▶ **What the task requires**: Even where a record seems odd, copy it exactly as it appears below.

##### Input for this task #####

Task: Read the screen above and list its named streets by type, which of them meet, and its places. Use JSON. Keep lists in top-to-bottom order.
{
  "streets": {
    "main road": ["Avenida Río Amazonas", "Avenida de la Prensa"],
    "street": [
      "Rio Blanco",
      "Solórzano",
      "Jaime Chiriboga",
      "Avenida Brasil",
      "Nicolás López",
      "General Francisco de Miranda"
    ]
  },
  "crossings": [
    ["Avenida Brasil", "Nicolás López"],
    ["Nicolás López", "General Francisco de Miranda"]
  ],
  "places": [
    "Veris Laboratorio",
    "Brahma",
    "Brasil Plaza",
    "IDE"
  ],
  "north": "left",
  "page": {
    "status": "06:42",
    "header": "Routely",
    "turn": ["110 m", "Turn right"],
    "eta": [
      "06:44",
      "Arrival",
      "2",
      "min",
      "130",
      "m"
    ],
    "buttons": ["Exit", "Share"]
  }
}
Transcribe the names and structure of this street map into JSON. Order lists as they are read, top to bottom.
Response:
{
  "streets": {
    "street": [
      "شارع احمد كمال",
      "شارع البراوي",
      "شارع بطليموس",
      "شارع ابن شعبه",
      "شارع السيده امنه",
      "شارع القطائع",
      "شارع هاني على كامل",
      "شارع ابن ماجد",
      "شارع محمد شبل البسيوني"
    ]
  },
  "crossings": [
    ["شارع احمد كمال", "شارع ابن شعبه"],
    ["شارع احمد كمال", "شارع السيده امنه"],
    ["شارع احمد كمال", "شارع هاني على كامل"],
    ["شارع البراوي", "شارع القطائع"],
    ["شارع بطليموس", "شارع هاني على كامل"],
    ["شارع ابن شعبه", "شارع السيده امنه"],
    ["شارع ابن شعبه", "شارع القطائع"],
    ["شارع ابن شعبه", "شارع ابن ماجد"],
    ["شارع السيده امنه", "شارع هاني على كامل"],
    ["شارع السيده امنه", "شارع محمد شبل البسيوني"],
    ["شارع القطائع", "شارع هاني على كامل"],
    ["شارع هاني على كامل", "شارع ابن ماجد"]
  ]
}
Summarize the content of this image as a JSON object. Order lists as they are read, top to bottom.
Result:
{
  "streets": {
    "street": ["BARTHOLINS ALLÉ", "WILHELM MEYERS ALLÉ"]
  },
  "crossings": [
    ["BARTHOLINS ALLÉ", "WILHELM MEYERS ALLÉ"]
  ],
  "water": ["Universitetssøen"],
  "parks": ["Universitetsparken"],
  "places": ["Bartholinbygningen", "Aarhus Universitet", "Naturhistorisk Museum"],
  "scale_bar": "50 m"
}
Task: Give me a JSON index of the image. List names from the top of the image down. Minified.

#####

▶ **Answer section**:
Task: Read the screen above and list its named streets by type, which of them meet, and its places. Use JSON. Keep lists in top-to-bottom order.
{
  "streets": {
    "main road": ["Avenida Río Amazonas", "Avenida de la Prensa"],
    "street": [
      "Rio Blanco",
      "Solórzano",
      "Jaime Chiriboga",
      "Avenida Brasil",
      "Nicolás López",
      "General Francisco de Miranda"
    ]
  },
  "crossings": [
    ["Avenida Brasil", "Nicolás López"],
    ["Nicolás López", "General Francisco de Miranda"]
  ],
  "places": [
    "Veris Laboratorio",
    "Brahma",
    "Brasil Plaza",
    "IDE"
  ],
  "north": "left",
  "page": {
    "status": "06:42",
    "header": "Routely",
    "turn": ["110 m", "Turn right"],
    "eta": [
      "06:44",
      "Arrival",
      "2",
      "min",
      "130",
      "m"
    ],
    "buttons": ["Exit", "Share"]
  }
}
Transcribe the names and structure of this street map into JSON. Order lists as they are read, top to bottom.
Response:
{
  "streets": {
    "street": [
      "شارع احمد كمال",
      "شارع البراوي",
      "شارع بطليموس",
      "شارع ابن شعبه",
      "شارع السيده امنه",
      "شارع القطائع",
      "شارع هاني على كامل",
      "شارع ابن ماجد",
      "شارع محمد شبل البسيوني"
    ]
  },
  "crossings": [
    ["شارع احمد كمال", "شارع ابن شعبه"],
    ["شارع احمد كمال", "شارع السيده امنه"],
    ["شارع احمد كمال", "شارع هاني على كامل"],
    ["شارع البراوي", "شارع القطائع"],
    ["شارع بطليموس", "شارع هاني على كامل"],
    ["شارع ابن شعبه", "شارع السيده امنه"],
    ["شارع ابن شعبه", "شارع القطائع"],
    ["شارع ابن شعبه", "شارع ابن ماجد"],
    ["شارع السيده امنه", "شارع هاني على كامل"],
    ["شارع السيده امنه", "شارع محمد شبل البسيوني"],
    ["شارع القطائع", "شارع هاني على كامل"],
    ["شارع هاني على كامل", "شارع ابن ماجد"]
  ]
}
Summarize the content of this image as a JSON object. Order lists as they are read, top to bottom.
Result:
{
  "streets": {
    "street": ["BARTHOLINS ALLÉ", "WILHELM MEYERS ALLÉ"]
  },
  "crossings": [
    ["BARTHOLINS ALLÉ", "WILHELM MEYERS ALLÉ"]
  ],
  "water": ["Universitetssøen"],
  "parks": ["Universitetsparken"],
  "places": ["Bartholinbygningen", "Aarhus Universitet", "Naturhistorisk Museum"],
  "scale_bar": "50 m"
}
Task: Give me a JSON index of the image. List names from the top of the image down. Minified.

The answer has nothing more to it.